What is being asked
The data that follows should be copied out exactly.

◇ ◇ ◇ ◇

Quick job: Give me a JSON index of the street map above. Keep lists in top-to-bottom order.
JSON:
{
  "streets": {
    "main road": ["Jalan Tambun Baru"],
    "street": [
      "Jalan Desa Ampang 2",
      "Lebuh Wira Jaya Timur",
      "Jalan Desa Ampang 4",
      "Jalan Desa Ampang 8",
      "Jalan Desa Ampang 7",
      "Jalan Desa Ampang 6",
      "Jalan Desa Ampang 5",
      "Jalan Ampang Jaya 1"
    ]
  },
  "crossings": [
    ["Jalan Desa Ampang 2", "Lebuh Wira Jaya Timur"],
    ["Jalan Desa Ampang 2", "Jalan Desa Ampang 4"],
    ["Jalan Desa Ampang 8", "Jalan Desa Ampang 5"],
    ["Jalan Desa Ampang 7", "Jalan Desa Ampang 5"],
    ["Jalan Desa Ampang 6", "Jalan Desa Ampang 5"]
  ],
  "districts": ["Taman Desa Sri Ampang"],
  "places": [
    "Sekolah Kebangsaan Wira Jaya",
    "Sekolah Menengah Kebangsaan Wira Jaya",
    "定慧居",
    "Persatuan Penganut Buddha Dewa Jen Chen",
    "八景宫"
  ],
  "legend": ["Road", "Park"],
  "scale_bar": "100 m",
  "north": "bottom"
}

◇ ◇ ◇ ◇

Result of the exercise
Quick job: Give me a JSON index of the street map above. Keep lists in top-to-bottom order.
JSON:
{
  "streets": {
    "main road": ["Jalan Tambun Baru"],
    "street": [
      "Jalan Desa Ampang 2",
      "Lebuh Wira Jaya Timur",
      "Jalan Desa Ampang 4",
      "Jalan Desa Ampang 8",
      "Jalan Desa Ampang 7",
      "Jalan Desa Ampang 6",
      "Jalan Desa Ampang 5",
      "Jalan Ampang Jaya 1"
    ]
  },
  "crossings": [
    ["Jalan Desa Ampang 2", "Lebuh Wira Jaya Timur"],
    ["Jalan Desa Ampang 2", "Jalan Desa Ampang 4"],
    ["Jalan Desa Ampang 8", "Jalan Desa Ampang 5"],
    ["Jalan Desa Ampang 7", "Jalan Desa Ampang 5"],
    ["Jalan Desa Ampang 6", "Jalan Desa Ampang 5"]
  ],
  "districts": ["Taman Desa Sri Ampang"],
  "places": [
    "Sekolah Kebangsaan Wira Jaya",
    "Sekolah Menengah Kebangsaan Wira Jaya",
    "定慧居",
    "Persatuan Penganut Buddha Dewa Jen Chen",
    "八景宫"
  ],
  "legend": ["Road", "Park"],
  "scale_bar": "100 m",
  "north": "bottom"
}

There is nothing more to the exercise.